→ **REQUIRED ACTION**:
Would you please copy every line from the records that contains the word "Keep"?

___ RECORD EXTRACTS

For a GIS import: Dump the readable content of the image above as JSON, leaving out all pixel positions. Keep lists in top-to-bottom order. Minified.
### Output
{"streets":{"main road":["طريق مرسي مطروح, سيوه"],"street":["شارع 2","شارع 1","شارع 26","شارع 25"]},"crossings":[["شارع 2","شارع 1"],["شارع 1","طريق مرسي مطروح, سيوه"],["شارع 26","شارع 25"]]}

______
___ RECORD EXTRACTS

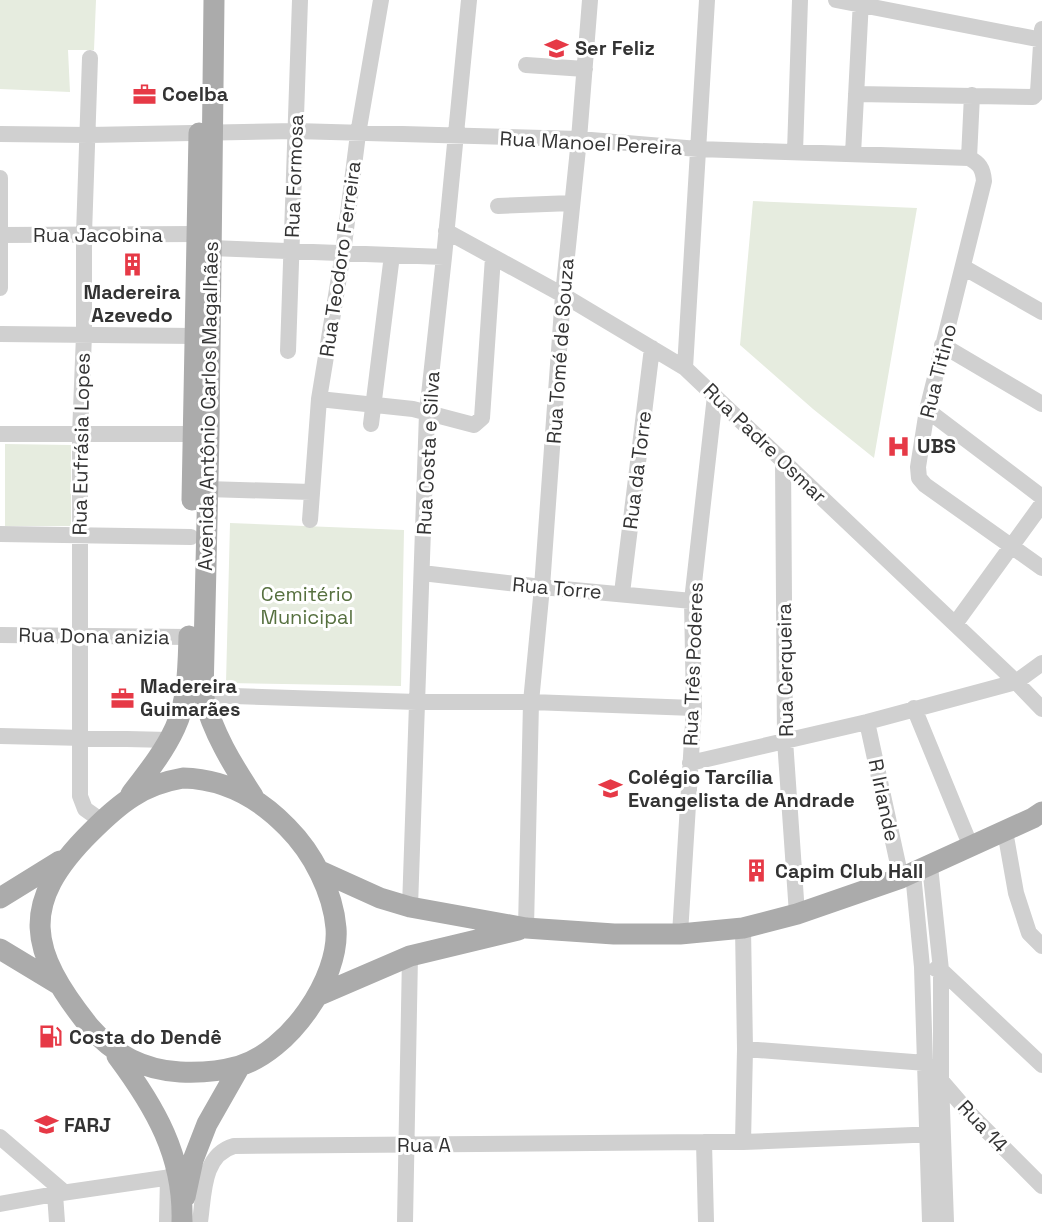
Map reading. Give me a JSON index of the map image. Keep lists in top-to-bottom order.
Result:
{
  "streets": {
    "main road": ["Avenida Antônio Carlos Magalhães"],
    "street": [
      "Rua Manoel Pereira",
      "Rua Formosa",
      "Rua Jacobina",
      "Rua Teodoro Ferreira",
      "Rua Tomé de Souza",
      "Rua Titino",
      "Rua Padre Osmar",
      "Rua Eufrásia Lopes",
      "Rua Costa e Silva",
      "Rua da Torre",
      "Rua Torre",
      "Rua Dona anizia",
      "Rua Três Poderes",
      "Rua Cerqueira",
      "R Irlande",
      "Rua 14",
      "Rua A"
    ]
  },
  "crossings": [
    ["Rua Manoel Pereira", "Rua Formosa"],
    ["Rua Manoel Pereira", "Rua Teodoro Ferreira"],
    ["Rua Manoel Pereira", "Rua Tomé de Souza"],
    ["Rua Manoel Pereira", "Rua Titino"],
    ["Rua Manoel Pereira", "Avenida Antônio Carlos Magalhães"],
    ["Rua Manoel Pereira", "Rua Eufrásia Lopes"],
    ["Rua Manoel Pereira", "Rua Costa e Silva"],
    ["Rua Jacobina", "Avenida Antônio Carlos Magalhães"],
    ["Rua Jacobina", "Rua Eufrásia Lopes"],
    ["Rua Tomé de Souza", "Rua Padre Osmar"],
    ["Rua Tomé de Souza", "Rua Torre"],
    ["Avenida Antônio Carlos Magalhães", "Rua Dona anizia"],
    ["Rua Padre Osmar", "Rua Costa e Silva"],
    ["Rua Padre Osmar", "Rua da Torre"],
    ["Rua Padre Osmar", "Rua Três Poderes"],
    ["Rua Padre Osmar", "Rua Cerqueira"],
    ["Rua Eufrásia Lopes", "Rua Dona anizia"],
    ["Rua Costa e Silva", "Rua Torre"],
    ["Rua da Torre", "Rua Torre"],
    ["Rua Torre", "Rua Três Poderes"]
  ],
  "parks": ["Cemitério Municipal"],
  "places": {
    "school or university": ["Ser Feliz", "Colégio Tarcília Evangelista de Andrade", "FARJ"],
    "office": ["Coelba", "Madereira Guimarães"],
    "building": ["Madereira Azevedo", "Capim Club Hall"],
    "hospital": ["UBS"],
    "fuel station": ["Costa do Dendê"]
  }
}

______

→ **RESPONSE**:
For a GIS import: Dump the readable content of the image above as JSON, leaving out all pixel positions. Keep lists in top-to-bottom order. Minified.
Map reading. Give me a JSON index of the map image. Keep lists in top-to-bottom order.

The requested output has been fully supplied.